While I’m not going to wade into that debate here, and it’s a tangent I’m not prepared to go onto at this point anyway, I will concede that Elaine and my cake consumption is not the ideal health choice we could make. If I thought anyone was mad enough to actually look to either of us for nutrition advice, I’d include some sort of ‘Don’t try this at home, kids’ warning. Luckily, that’s not a concern.

Instead, the thrust of our week together was brainstorming and planning for how we’re going forward with our online presence. Because at our age, we’re sandwiched between the generations of people who didn’t have any of this technology and the digital natives who have grown up with it all around them, we’re in a position to have watched the good and bad that can be created in an online community.

People get bent out of shape because of something that was said in response to a post on Feckbook, and things can so easily escalate into name calling and blocking and genuine bad blood.
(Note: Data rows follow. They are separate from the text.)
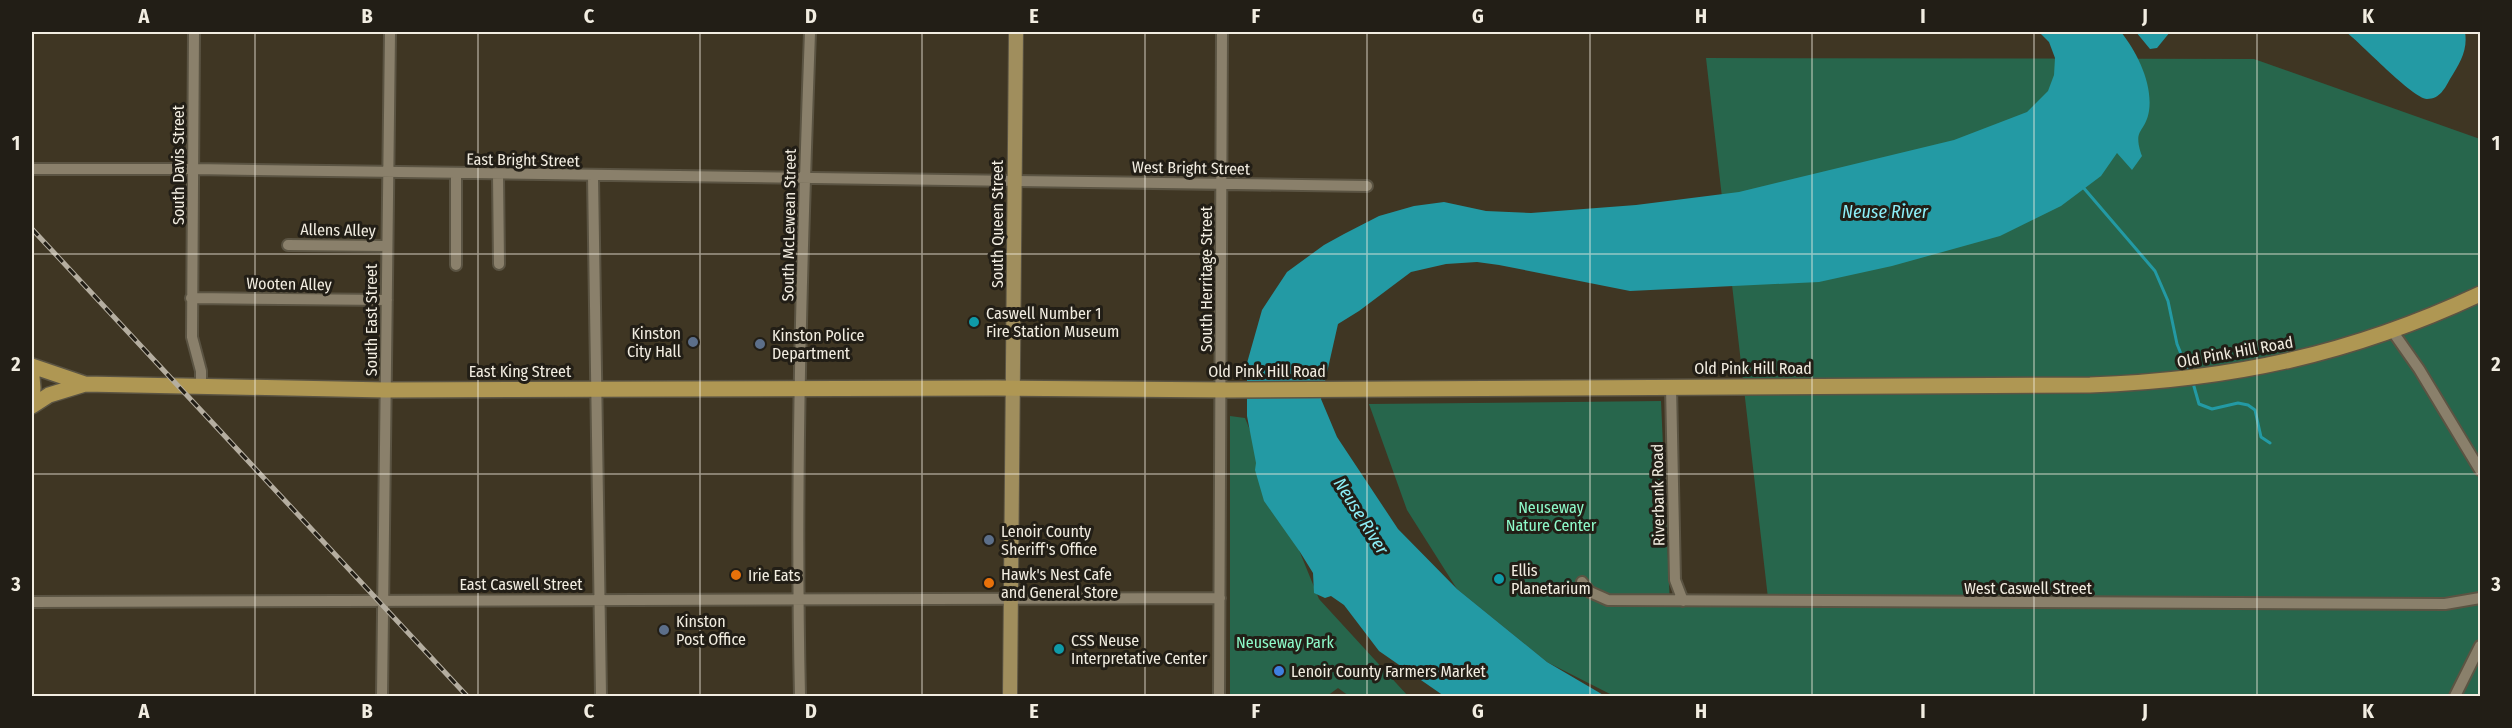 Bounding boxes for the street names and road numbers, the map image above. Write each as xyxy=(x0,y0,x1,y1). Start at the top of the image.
street label: South Davis Street xyxy=(169,104,188,225)
street label: South McLewean Street xyxy=(778,148,800,301)
street label: East Bright Street xyxy=(466,150,581,171)
street label: West Bright Street xyxy=(1132,157,1251,179)
street label: South Queen Street xyxy=(988,159,1007,288)
street label: South Herritage Street xyxy=(1197,205,1216,352)
street label: Allens Alley xyxy=(300,220,377,240)
street label: South East Street xyxy=(362,263,381,376)
street label: Wooten Alley xyxy=(246,274,333,294)
street label: Old Pink Hill Road xyxy=(2175,332,2295,372)
street label: Old Pink Hill Road xyxy=(1694,359,1812,378)
street label: East King Street xyxy=(469,362,572,381)
street label: Old Pink Hill Road xyxy=(1208,362,1326,381)
street label: Riverbank Road xyxy=(1648,444,1668,546)
street label: East Caswell Street xyxy=(459,575,583,594)
street label: West Caswell Street xyxy=(1964,579,2093,598) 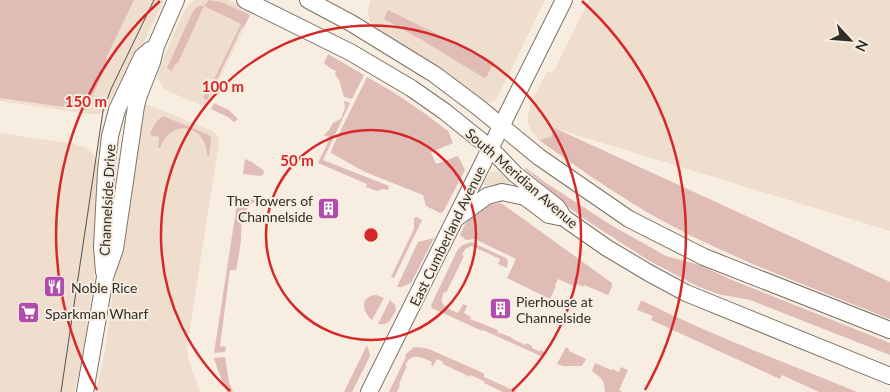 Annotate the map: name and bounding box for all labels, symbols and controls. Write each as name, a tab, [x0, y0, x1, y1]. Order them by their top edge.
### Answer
north arrow	[825, 15, 875, 65]
text: N	[852, 37, 872, 54]
text: 100 m	[202, 77, 244, 95]
text: 150 m	[65, 92, 107, 110]
street label: South Meridian Avenue	[462, 124, 582, 232]
street label: Channelside Drive	[96, 144, 118, 256]
text: 50 m	[280, 151, 314, 169]
street label: East Cumberland Avenue	[406, 163, 488, 309]
place label: The Towers of Channelside	[226, 192, 313, 225]
building icon: The Towers of Channelside	[317, 196, 341, 220]
centre of rings	[362, 226, 380, 244]
restaurant icon: Noble Rice	[43, 275, 67, 299]
place label: Noble Rice	[71, 279, 138, 296]
place label: Pierhouse at Channelside	[516, 293, 593, 326]
building icon: Pierhouse at Channelside	[488, 297, 512, 321]
supermarket icon: Sparkman Wharf	[17, 301, 41, 325]
place label: Sparkman Wharf	[45, 305, 148, 322]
We see the power of curating content and believe that our wall or stream on various platforms is like our virtual neighbourhood. So an ongoing topic between us is what to do when people get unruly on your page.

When it’s a genuine exchange of ideas, both and Elaine and I can overlook a bit of invective. A bit. However, when it turns to personal attacks, there’s an advantage in editing out the more cruel voices. Is that suppression of ideas? Censorship?

Yep, it is. It’s my wall. Go pollute your own space with your poison.

I’ve watched carefully over the years how major media sources deal with readers comments. When users still have some ability to stay anonymous, it seems there’s more inappropriate behaviour, but even people using their real names can be schmucks.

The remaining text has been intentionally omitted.